Written and directed by David Benullo, he of Shadow Man fame, this film focuses on the town of Hope, where Liz (Jaimie Alexander, Kyle XY) finds herself standed. The people are nice to her, but for some reason, they just come off as being “too nice”. She manages to find out the town is pretty much composed of religious fanatics, who find out that Liz is part of a prophecy as outlined by the town’s preacher. The funny part is that the preacher died a century ago and was crucified and hung like a scarecrow, resulting in the semi-cool picture. So the town tries to hold her hostage while the scarecrow gets his pseudo freaky deaky on.

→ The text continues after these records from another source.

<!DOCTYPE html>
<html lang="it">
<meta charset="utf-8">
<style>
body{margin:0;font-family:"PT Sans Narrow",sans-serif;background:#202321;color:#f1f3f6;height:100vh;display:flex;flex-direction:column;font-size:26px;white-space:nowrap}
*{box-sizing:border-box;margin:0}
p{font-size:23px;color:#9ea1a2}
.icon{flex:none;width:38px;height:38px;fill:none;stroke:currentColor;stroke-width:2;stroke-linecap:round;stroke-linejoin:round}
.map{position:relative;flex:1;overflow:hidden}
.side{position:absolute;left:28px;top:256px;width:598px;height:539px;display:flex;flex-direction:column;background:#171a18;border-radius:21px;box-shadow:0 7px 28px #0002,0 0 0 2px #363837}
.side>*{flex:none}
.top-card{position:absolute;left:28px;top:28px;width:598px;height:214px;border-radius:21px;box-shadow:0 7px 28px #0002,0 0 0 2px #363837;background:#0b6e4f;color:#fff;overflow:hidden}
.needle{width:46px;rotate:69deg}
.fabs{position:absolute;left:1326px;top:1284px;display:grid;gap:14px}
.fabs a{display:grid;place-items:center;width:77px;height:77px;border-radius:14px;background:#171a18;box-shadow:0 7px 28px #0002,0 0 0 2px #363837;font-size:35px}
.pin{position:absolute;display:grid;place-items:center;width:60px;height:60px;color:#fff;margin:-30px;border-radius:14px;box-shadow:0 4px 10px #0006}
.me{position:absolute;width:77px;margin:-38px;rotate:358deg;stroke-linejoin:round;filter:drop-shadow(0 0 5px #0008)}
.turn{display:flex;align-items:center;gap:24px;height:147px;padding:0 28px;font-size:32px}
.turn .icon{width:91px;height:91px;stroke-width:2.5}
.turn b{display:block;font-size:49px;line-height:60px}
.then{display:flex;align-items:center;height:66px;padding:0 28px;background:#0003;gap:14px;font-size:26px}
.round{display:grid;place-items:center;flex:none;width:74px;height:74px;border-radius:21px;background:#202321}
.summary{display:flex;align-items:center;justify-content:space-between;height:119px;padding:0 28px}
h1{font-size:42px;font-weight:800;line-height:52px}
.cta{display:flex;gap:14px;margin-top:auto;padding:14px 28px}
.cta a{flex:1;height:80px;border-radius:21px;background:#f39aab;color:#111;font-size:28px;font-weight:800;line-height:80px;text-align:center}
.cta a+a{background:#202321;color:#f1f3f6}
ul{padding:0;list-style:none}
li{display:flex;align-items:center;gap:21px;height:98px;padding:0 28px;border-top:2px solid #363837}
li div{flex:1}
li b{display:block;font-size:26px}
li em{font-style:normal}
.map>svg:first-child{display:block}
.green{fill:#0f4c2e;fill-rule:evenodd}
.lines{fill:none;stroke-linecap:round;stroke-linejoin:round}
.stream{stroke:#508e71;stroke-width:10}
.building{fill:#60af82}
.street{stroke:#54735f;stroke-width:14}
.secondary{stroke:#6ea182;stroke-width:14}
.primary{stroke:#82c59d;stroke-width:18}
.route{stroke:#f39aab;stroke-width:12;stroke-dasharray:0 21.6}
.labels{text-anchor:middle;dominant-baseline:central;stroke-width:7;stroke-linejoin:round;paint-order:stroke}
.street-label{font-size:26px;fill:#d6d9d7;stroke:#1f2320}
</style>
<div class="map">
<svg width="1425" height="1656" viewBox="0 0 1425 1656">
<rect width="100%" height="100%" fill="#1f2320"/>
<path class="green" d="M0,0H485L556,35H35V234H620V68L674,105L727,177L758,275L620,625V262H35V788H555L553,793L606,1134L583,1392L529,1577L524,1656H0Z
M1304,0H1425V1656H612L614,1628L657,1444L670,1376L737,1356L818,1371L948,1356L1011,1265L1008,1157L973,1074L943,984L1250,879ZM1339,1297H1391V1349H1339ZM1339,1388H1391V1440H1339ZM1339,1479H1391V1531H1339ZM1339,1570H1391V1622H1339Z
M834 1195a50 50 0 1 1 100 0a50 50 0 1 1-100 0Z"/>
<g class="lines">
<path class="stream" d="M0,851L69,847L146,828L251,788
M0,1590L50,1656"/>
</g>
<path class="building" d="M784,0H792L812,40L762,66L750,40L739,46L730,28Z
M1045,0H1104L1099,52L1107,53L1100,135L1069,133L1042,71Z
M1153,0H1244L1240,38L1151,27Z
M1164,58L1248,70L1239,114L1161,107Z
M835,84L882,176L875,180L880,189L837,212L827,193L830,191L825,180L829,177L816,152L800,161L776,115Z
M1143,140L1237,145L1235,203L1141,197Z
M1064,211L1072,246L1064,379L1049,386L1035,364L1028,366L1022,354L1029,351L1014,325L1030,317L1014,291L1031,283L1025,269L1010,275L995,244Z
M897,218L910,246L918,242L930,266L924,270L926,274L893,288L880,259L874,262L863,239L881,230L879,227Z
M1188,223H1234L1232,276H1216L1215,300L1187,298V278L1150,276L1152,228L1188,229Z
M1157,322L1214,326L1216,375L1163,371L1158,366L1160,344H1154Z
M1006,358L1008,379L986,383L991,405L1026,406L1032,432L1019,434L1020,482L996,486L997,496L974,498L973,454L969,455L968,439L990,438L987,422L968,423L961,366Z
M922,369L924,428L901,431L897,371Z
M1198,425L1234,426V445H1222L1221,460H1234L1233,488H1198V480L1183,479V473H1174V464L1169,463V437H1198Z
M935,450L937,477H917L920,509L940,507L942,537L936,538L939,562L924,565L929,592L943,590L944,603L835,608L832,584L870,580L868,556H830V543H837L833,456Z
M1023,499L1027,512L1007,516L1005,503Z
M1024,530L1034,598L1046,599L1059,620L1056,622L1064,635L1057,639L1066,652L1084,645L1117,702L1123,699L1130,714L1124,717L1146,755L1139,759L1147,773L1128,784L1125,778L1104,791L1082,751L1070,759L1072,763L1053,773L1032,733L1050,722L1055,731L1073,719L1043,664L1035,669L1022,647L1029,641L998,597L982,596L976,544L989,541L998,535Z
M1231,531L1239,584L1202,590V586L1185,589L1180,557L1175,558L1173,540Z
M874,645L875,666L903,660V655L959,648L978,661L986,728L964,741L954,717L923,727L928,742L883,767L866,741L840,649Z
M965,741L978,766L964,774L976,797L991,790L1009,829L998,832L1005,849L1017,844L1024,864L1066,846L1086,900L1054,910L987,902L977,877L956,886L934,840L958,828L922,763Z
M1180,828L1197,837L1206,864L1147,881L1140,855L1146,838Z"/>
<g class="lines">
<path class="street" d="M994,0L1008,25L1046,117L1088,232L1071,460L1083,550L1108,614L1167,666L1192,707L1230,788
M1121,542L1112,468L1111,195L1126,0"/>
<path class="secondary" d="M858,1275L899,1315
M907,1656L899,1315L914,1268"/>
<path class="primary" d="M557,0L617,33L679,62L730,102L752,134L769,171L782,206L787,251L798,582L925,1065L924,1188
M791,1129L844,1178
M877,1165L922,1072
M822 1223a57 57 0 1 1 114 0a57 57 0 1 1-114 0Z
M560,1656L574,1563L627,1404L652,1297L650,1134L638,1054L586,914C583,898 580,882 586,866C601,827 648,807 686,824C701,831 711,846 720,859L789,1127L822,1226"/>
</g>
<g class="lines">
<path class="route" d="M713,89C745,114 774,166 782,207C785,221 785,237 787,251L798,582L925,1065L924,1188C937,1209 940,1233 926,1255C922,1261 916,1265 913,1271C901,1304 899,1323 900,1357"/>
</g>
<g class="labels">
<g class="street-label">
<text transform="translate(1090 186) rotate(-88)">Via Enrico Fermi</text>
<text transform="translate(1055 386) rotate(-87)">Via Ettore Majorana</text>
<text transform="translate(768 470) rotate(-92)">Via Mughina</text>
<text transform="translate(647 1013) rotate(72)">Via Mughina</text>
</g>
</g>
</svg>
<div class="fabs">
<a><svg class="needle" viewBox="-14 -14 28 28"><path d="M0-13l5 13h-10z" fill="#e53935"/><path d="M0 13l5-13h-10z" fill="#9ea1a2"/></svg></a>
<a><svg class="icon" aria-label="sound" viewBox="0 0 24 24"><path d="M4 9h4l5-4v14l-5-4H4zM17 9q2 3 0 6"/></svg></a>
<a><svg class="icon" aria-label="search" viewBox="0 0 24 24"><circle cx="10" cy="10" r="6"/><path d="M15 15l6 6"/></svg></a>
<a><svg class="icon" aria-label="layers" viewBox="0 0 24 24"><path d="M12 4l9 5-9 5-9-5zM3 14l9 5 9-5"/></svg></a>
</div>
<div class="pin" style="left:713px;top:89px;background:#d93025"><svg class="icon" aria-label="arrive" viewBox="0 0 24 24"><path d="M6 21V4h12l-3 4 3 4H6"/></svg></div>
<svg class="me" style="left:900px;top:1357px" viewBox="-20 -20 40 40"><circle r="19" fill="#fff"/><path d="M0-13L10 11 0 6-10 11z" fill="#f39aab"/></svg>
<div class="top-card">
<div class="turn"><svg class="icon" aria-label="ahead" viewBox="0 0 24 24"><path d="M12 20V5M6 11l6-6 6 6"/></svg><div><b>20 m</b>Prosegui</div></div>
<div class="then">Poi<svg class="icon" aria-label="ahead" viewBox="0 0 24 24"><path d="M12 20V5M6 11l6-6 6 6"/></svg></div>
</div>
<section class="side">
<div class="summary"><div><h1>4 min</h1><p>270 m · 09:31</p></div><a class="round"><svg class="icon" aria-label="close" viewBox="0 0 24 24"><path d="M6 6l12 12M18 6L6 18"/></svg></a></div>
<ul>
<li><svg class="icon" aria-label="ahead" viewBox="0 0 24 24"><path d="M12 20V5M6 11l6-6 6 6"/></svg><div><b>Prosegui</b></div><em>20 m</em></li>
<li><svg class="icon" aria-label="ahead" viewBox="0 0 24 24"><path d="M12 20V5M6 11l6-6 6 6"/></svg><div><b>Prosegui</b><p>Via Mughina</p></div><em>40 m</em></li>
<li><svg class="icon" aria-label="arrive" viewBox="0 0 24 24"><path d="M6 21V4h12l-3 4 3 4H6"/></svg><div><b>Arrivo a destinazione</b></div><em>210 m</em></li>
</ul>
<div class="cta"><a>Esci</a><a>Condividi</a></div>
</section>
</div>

I’ve got to admit, if some of this sounds sketchy, it’s because it is, besides, I was making a killer raw tuna salad at the time. It’s weird, because Benullo takes a plot that in lots of other films would be a subplot, and turns it into an approximately eighty minute piece. He does stretch things even further (a chase scene late in the end runs for almost two minutes and is pretty comical), and if he could tie this in to a larger idea for a TV show, would actually be a pretty good episode. But as a feature film it’s flimsy and it shows. The introduction of a young girl (Chloe Moretz, Big Momma’s House 2) in the second act doesn’t help either, as it’s supposed to give you what, something to care about? But the girl and the movie turn into Aliens from a story point of view, except in this care the people in the city are alive and care about the alien. Now I would want to see a story about that.
Audio
It’s a small surprise that this disc has a 5.1 Dolby Digital surround track, and it’s presentable sonically. There’s not a lot of surround/panning effects going on that I could recall, but the sound is pretty focused for the most part and sounds quite clear.
Video
1.85:1 anamorphic widescreen, but the picture doesn’t really bring a lot to the table. The image is occasionally sharp, and blacks aren’t nearly as solid, but I’m guessing this thing probably was going to be low on the expectation chart as it was.
Special Features
None, unless you count a collection of trailers an extra.
Closing Thoughts
Aside from saran wrap, nothing is less transparent than Hallowed Ground. You can see the ending coming a mile away, and all the distractions and cinematic roadblocks in the world isn’t going to stop it. It very nearly embraces its kitschiness, which at least would have made this kind of watchable, but there are scarier horror films out there to rent, and there are very few crappier ones than this.